Please allow me to react to Meryl Streep's character in this movie:
grabe, ang haaaaaaba ng hair niya!

Once again, Meryl Streep has proven her versatility as an actress. After her rich, proper, and bitchy role in The Devil Wears Prada, I see her again in the type of role where I like her most: laidback, rugged, wrinkled, with unkempt blond locks framing her face. She plays her age in Mamma Mia, and I'm somehow reminded of her character in Bridges of Madison County, only that this is the singing version of her character. This movie may show her wrinkles, but boy, does she still have the moves! Streep may be no Ginger Rogers, but given the fact that she can still execute a mid-air split. I'd say that she's still one helluva dancer who's far from being afflicted with osteoarthritis!
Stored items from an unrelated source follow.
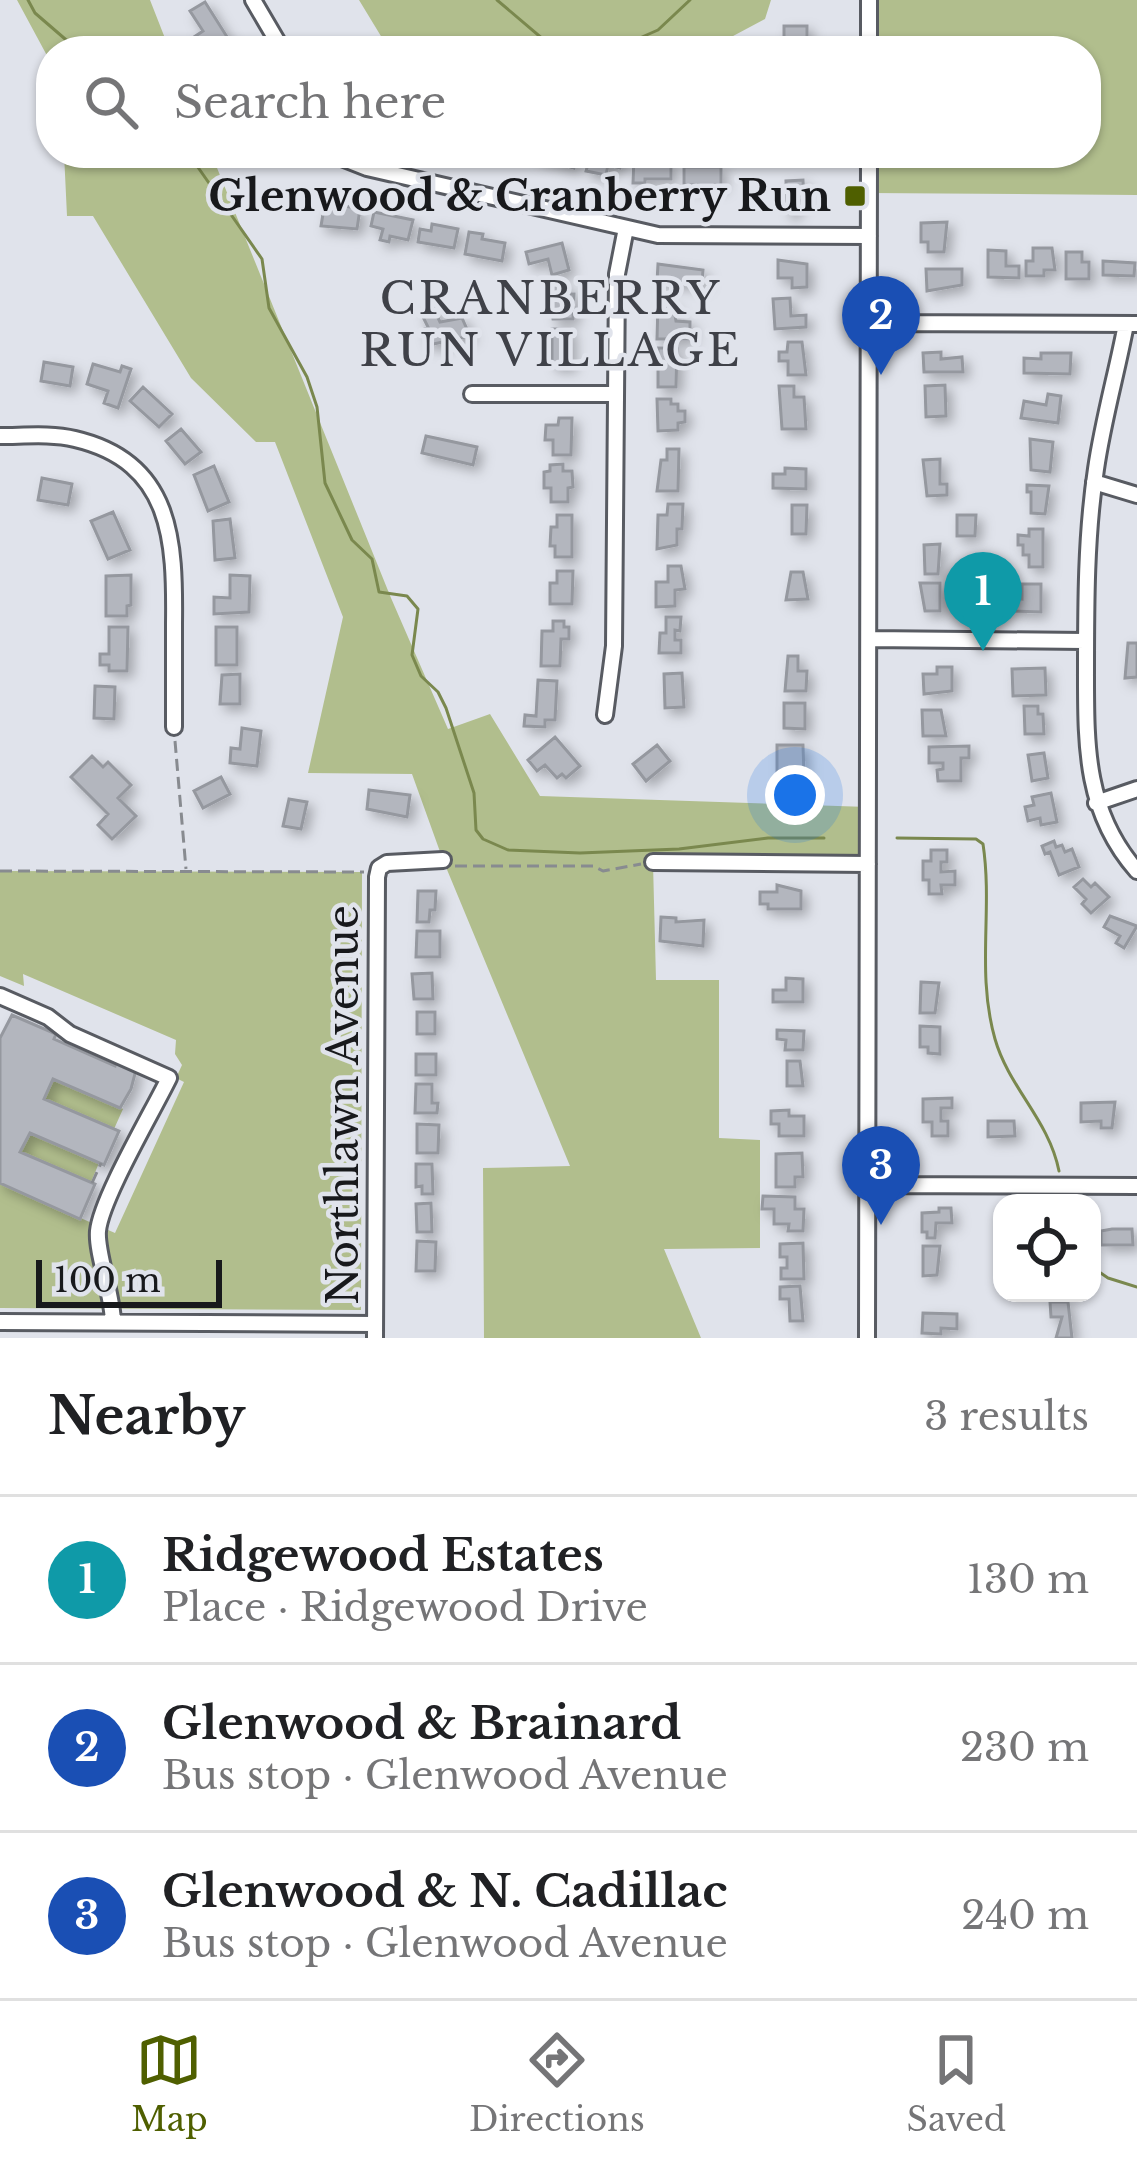 <!DOCTYPE html>
<html lang="en">
<head>
<meta charset="utf-8">
<style>
	:root { --surface:#fff; --page:#f2f2f2; --text:#202124; --muted:#757577; --line:#e0e0e0; --accent:#4f5f00 }
	body { margin:0; font-family:"Libre Baskerville",serif; background:var(--page); color:var(--text) }
	.controls { position:absolute; right:36px; bottom:36px; display:grid; overflow:hidden; border-radius:24px; box-shadow:0 3px 9px #0004 }
	.controls button { width:108px; height:108px; display:grid; place-items:center; padding:0; border:0; border-bottom:3px solid var(--line); background:var(--surface); color:var(--text); font:60px sans-serif }
	.scale { position:absolute; left:36px; bottom:30px; width:186px; box-sizing:border-box; padding-left:12px; border:6px solid #18191c; border-top:0; font-size:33px; line-height:42px; white-space:nowrap; color:#18191c; -webkit-text-stroke:9px #e0e3eb; paint-order:stroke }
	.you { position:absolute; left:795px; top:795px; width:42px; height:42px; margin:-30px; border:9px solid #fff; border-radius:50%; background:#1a73e8; box-shadow:0 0 0 18px #1a73e833 }
	.badge { display:grid; place-items:center; width:78px; height:78px; border-radius:50%; background:var(--accent); color:#fff; font-size:39px; font-weight:700 }
	.pin { position:absolute; translate:-50% -99px; filter:drop-shadow(0 3px 6px #0008) }
	.pin::after { content:''; position:absolute; top:63px; width:42px; height:36px; background:inherit; clip-path:polygon(0 0,100% 0,50% 100%) }
	.list { margin:0; padding:0; list-style:none }
	h2 { display:flex; justify-content:space-between; align-items:center; height:156px; margin:0; padding:0 48px; font-size:51px }
	h2 small { font-size:39px; font-weight:400; color:var(--muted) }
	.list li { display:grid; grid-template-columns:78px 1fr auto; gap:36px; align-items:center; box-sizing:border-box; height:168px; padding:0 48px; border-top:3px solid var(--line) }
	.list b { display:block; font-size:45px; white-space:nowrap }
	.list p { margin:0; font-size:39px; white-space:nowrap; color:var(--muted) }
	.list em { font-size:39px; font-style:normal; color:var(--muted) }
	.icon { flex:none; width:66px; height:66px; fill:none; stroke:currentColor; stroke-width:2; stroke-linecap:round; stroke-linejoin:round }
	.map { position:relative; flex:none; width:1137px; height:1338px; overflow:hidden }
	.search { position:absolute; background:var(--surface); box-shadow:0 3px 9px #0004; left:36px; right:36px; top:36px; height:132px; display:flex; align-items:center; gap:30px; box-sizing:border-box; padding:0 42px; border-radius:48px; color:var(--muted); font-size:45px }
	.sheet { height:660px; background:var(--surface) }
	nav { display:flex; justify-content:space-around; align-items:center; box-sizing:border-box; height:168px; border-top:3px solid var(--line); background:var(--surface); font-size:33px; color:var(--muted) }
	nav a { display:grid; justify-items:center; gap:6px }
	nav .on { color:var(--accent) }
	.map>svg:first-child { display:block }
</style>
</head>
<body>
<div class="map">
<svg width="1137" height="1338" viewBox="0 0 1137 1338">
	<defs>
		<filter id="shadow"><feDropShadow dx="5.5" dy="5.5" stdDeviation="6" flood-color="#0004"/></filter>
	</defs>
	<rect width="100%" height="100%" fill="#e0e3eb"/>
	<path fill="#b1be8d" d="M17,0H150L170,51H51V63Z
		M359,0H771L765,19L705,51H390Z
		M869,0H1137V195L869,193V153H1086V51H869Z
		M64,153H211L391,598L448,729L490,714L540,796L868,807V864L653,863L656,980H719V1138L760,1140V1248L664,1249L701,1338H484L483,1168L570,1166L443,860L412,774L308,773L343,617L275,442H256L191,378L93,216H67Z
		M0,871L362,872L361,1310L0,1308V1183L115,1233L184,1082L176,1078L182,1065L175,1054L176,1040L23,974L24,986L0,976Z
		M53,1079L123,1109L114,1129L44,1099Z
		M30,1133L99,1163L91,1182L20,1152Z"/>
	<g fill="none" stroke-linecap="round" stroke-linejoin="round">
		<path stroke="#7a884e" stroke-width="3" d="M28,0L35,13L79,51
			M497,0L557,51
			M610,51L658,30L690,0
			M188,153L262,259L269,308L307,377L317,407L325,483L352,540L372,559L379,592L407,596L418,609L412,655L421,676L438,692L446,708L474,793L476,830L483,839L508,850L580,853L679,849L768,838H824
			M897,838L976,839L983,844C993,910 976,972 995,1039C1009,1088 1049,1120 1059,1171
			M1092,1267L1108,1278L1137,1287"/>
	</g>
	<path fill="#b3b6be" stroke="#95989f" stroke-width="3" filter="url(#shadow)" d="M205,2L229,40L215,49L213,46L199,51L191,39L203,31L190,11Z
		M784,26H807V51H784Z
		M536,153L577,154L574,168L535,157Z
		M591,153L623,155L620,168L608,165L606,175L586,171Z
		M634,156H660V164H671V179H645V183H633Z
		M684,167H721V185H684Z
		M803,180L804,200L794,201L795,212L787,213L786,181Z
		M325,202L360,209L357,229L321,226Z
		M374,212L413,220L408,240L390,236L389,242L380,240L383,229L371,226Z
		M947,222L944,252H928V242H921V223Z
		M432,224L458,229L454,248L418,242L420,229L431,231Z
		M469,232L483,234L482,239L505,243L502,261L465,254Z
		M562,243L569,270L552,275L548,259L529,264L526,252Z
		M1033,248H1052L1055,270H1044V276H1026V261H1033Z
		M988,250L1006,251V266H1019V278L988,277Z
		M1066,252H1082V262H1089V279H1066Z
		M778,260L807,264V287L792,288V278H778Z
		M1103,261L1135,263L1134,276L1103,275Z
		M658,264L703,270L702,283L657,282Z
		M926,269H962V285L927,291Z
		M549,285H567V294H574L573,319H553Z
		M790,298L791,316L806,315V327L775,329L773,299Z
		M658,303L673,304L676,321L690,322V339H657Z
		M432,305L440,322L462,318L470,336L429,345L422,330L428,327L420,311Z
		M552,329H570V366L552,365Z
		M788,342H802L806,375H788V361H779V352H787Z
		M658,348H677L676,387H658Z
		M941,352V359L962,357L963,372H924L923,353Z
		M1041,353H1071L1070,374L1024,373V358L1041,359Z
		M44,362L73,367L70,386L41,381Z
		M93,364L120,372L122,366L131,369L118,408L104,403L108,391L87,384Z
		M945,385L946,416L926,417L925,386Z
		M779,386H794V397H804L806,429H782Z
		M143,387L172,414L159,427L130,401Z
		M1048,394L1061,396L1058,423L1021,418L1024,401L1046,405Z
		M657,399H671V404H678V411H685V422L678,423V430L658,431Z
		M559,418H572L571,455H553V440H545L546,425H558Z
		M181,429L201,452L185,464L166,441Z
		M426,436L477,447L473,465L422,453Z
		M1030,439L1053,442L1050,472L1031,470Z
		M667,449H679L678,491H657L661,460H667Z
		M940,459V484H947V495L927,496L923,460Z
		M563,464V471H572L573,487L568,488V502H551V488H544V472L550,471V465Z
		M214,466L229,502L208,511L194,475Z
		M785,468L806,469V489L773,488V474H785Z
		M42,478L72,484L68,505L38,500Z
		M1027,485L1049,486L1045,514L1031,513V492H1027Z
		M668,504H683L682,529H677V545L657,549L658,515H667Z
		M792,505H807L806,534H792Z
		M113,512L130,550L108,559L91,521Z
		M557,515H572V557H555V546H550L551,527H557Z
		M957,515H976L975,536H957Z
		M230,519L235,558L215,560L213,521Z
		M1029,529H1043V567H1029V555H1023V545H1018V535L1029,536Z
		M940,544L938,574H925L924,545Z
		M668,566H681L685,589L675,590V606L656,607V582H668Z
		M557,571H573L572,604H550V583H557Z
		M791,572H803L808,599L786,600Z
		M131,575V605L127,606V616H106V576Z
		M230,575L250,576L249,612L214,614V597L230,598Z
		M920,583H940V611H925Z
		M1022,584H1041V612L1012,611V598L1022,599Z
		M666,617H681L680,631L675,630V640H681V653H659L660,633H666Z
		M553,621H564V627H569V639H561L560,666H541L542,631H553Z
		M109,627H128L127,671H109V665H100V654H109Z
		M216,627H237V665H216Z
		M1128,643H1137V677L1125,678Z
		M788,656H798V671H807L806,691H785Z
		M937,667H952V691L924,694L923,674H937Z
		M1045,668L1046,695L1013,696L1012,669Z
		M682,673L684,707L665,708L664,674Z
		M240,674V704H220L222,675Z
		M538,680L557,681L555,720H545V727L524,726L525,715L536,716Z
		M95,686L115,687L114,719L94,718Z
		M784,703H805V729L784,728Z
		M1024,706H1038V714H1043L1044,734H1025Z
		M922,710H941L946,736H923Z
		M242,728L261,731L257,766L230,763L231,748L240,749Z
		M555,737L580,766L566,778L562,774L557,778L545,765L537,771L528,760Z
		M657,745L670,761L646,781L633,764Z
		M777,745H803L804,775H777Z
		M969,746V758H961V781H938L937,770L943,769V763H929V747Z
		M1044,753L1048,778L1032,781L1028,755Z
		M92,756L103,767L108,762L131,785L118,798L136,816L112,839L98,825L108,814L71,777Z
		M221,777L230,794L203,808L194,791Z
		M369,790L410,795L407,817L367,809Z
		M1051,793L1057,822L1041,825L1040,818L1028,821L1025,807L1034,805L1032,797Z
		M289,799L307,802L301,829L283,826Z
		M1054,841L1056,847L1062,845L1065,852L1072,849L1079,867L1059,875L1050,852L1045,854L1042,846Z
		M931,850H947V862H941V872L955,871V885H941L942,894H929V880H923V861H931Z
		M1083,879L1091,887L1095,883L1109,897L1091,913L1082,904L1086,899L1074,887Z
		M777,885L801,891V909H768V904H760V892H777Z
		M418,891H436L435,910H430L429,922H417Z
		M1110,916L1137,926L1124,948L1116,943L1120,936L1104,927Z
		M661,917L676,918V922L704,920L703,946L660,941Z
		M417,931H440V957H416Z
		M432,973L433,999H414L412,974Z
		M786,978L803,979V1002H773V990H786Z
		M921,982L939,983L935,1013H920Z
		M417,1012H435V1034H417Z
		M12,1015L56,1034L54,1039L115,1066L116,1062L136,1070L131,1089L120,1108L53,1079L44,1099L119,1131L104,1165L30,1133L20,1152L95,1184L80,1219L0,1183V1038Z
		M920,1026L940,1027V1054L928,1053V1047H920Z
		M777,1030L804,1031L803,1050H785L786,1040L777,1039Z
		M416,1054H436V1075H416Z
		M787,1061H800L803,1086H787Z
		M416,1084H432V1103H438L437,1113H415Z
		M952,1098V1108H941V1121H948V1136H932V1122H923V1099Z
		M1115,1102L1112,1128H1101V1121L1081,1122V1103Z
		M789,1110V1116H804V1136H779V1124H771V1111Z
		M988,1121H1014L1015,1136L988,1137Z
		M417,1124L439,1125L438,1153H417Z
		M802,1153L803,1177H795V1187H776V1154Z
		M416,1164H432L433,1194H422V1186L416,1187Z
		M763,1196L795,1197V1209H804L803,1231H788L789,1224H774V1209H762Z
		M431,1203L432,1232H417L416,1204Z
		M939,1208H951L952,1223H936L935,1238H927V1232H922V1213L939,1212Z
		M1112,1229H1132L1133,1245H1101V1231Z
		M417,1241L436,1242L435,1271H416Z
		M803,1243L804,1279H781V1268H787V1257H780V1244Z
		M923,1246H940L937,1275L923,1276Z
		M800,1286L803,1321H790L789,1299H780V1287Z
		M1050,1302H1068L1072,1338H1056L1062,1317H1051Z
		M923,1313L957,1314V1329L941,1328V1334L922,1333Z"/>
	<g fill="none" stroke-linecap="round" stroke-linejoin="round">
		<g stroke="#585b62" stroke-width="20">
			<path id="minor" d="M253,0L283,51
				M869,51V0
				M329,153L367,168L658,235L869,236
				M869,323L1137,324
				M1126,324C1117,372 1103,420 1096,469C1086,535 1086,604 1086,672C1086,746 1085,812 1137,871
				M472,394H616
				M0,436C24,436 51,433 75,439C173,462 175,542 174,624C174,659 174,693 174,727
				M1094,482L1137,495
				M869,639L1085,641
				M605,715L614,646L617,274L626,228
				M1096,803L1137,789
				M653,862L868,864
				M0,996L48,1017L70,1034L169,1078C153,1111 101,1199 98,1231C96,1253 113,1295 113,1323
				M868,1185L1137,1186
				M0,1322L375,1324
				M375,1338L377,877L379,868L387,863L443,860
				M867,1338L869,153"/>
		</g>
		<path stroke="#888b90" stroke-width="3" stroke-dasharray="12 6" stroke-linecap="butt" d="M175,741L186,869
			M455,866H593L603,871L641,864
			M0,871L364,872
			M92,1183L101,1163"/>
		<use href="#minor" stroke="#fff" stroke-width="14"/>
	</g>
	<rect fill="#4f5f00" stroke="#e0e3eb" stroke-width="4.5" x="843" y="184" width="24" height="24" rx="6"/>
	<g text-anchor="middle" stroke-width="9" stroke-linejoin="round" paint-order="stroke">
		<g font-size="42" font-weight="bold" fill="#18191c" stroke="#e0e3eb" text-anchor="end">
			<text x="831" y="211">Glenwood &amp; Cranberry Run</text>
		</g>
		<g font-size="42" fill="#18191c" stroke="#e0e3eb">
			<text transform="translate(343 1105) rotate(-90)" y="15">Northlawn Avenue</text>
		</g>
		<g font-size="45" letter-spacing="3" fill="#3f4148" stroke="#e0e3eb">
			<text x="551" y="314">CRANBERRY<tspan x="551" dy="52">RUN VILLAGE</tspan></text>
		</g>
	</g>
</svg>
<div class="controls">
<button><svg class="icon" aria-label="locate" viewBox="0 0 24 24"><circle cx="12" cy="12" r="6"/><path d="M12 2v4M12 18v4M2 12h4M18 12h4"/></svg></button>
</div>
<div class="scale">100 m</div>
<div class="you"></div>
<div class="pin badge" style="left:983px;top:651px;background:#0f9aa8">1</div>
<div class="pin badge" style="left:881px;top:375px;background:#1a4fb4">2</div>
<div class="pin badge" style="left:881px;top:1225px;background:#1a4fb4">3</div>
<div class="search"><svg class="icon" aria-label="search" viewBox="0 0 24 24"><circle cx="10" cy="10" r="6"/><path d="M15 15l6 6"/></svg>Search here</div>
</div>
<section class="sheet">
<h2>Nearby<small>3 results</small></h2>
<ul class="list">
<li><span class="badge" style="background:#0f9aa8">1</span><div><b>Ridgewood Estates</b><p>Place · Ridgewood Drive</p></div><em>130 m</em></li>
<li><span class="badge" style="background:#1a4fb4">2</span><div><b>Glenwood &amp; Brainard</b><p>Bus stop · Glenwood Avenue</p></div><em>230 m</em></li>
<li><span class="badge" style="background:#1a4fb4">3</span><div><b>Glenwood &amp; N. Cadillac</b><p>Bus stop · Glenwood Avenue</p></div><em>240 m</em></li>
</ul>
</section>
<nav>
<a class="on"><svg class="icon" aria-label="map" viewBox="0 0 24 24"><path d="M3 6l6-2 6 2 6-2v14l-6 2-6-2-6 2zM9 4v14M15 6v14"/></svg>Map</a>
<a><svg class="icon" aria-label="directions" viewBox="0 0 24 24"><path d="M12 3l9 9-9 9-9-9zM9 14v-3h6M13 9l2 2-2 2"/></svg>Directions</a>
<a><svg class="icon" aria-label="saved" viewBox="0 0 24 24"><path d="M7 4h10v16l-5-4-5 4z"/></svg>Saved</a>
</nav>
</body>
</html>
The singing in Mamma Mia doesn't provide any great shakes, but with the likes of Brosnan and Streep belting out the tunes, that really counts for something. I already heard Streep singing in another movie, the title of which eludes my mind already, so I knew that she'd handle the singing task pretty well. But Brosnan? My jaw literally dropped when he started singing "Our Last Summer" with his fellow potential dads; moreso when he belted out "SOS" with Streep. His voice isn't Pavarotti- or even David Cook-quality, but at least he wasn't out of tune. In fact, he did sound...decent. I don't foresee any future concert performances topbilling Pierce, but I gotta hand it to this guy for actually trying everything before he dies. LOL! (Give me a chance with my evaluation of Pierce's singing: I'm still reeling in shock as of the moment that I'm writing this blog.)

For those who haven't seen Mamma Mia yet, don't leave the theater as soon as the credits roll. There's still something worth watching there. And if I may say so, that last performance of the main cast truly encapsulated their sentiments toward the shooting of the film. They were all there for one heck of a good time.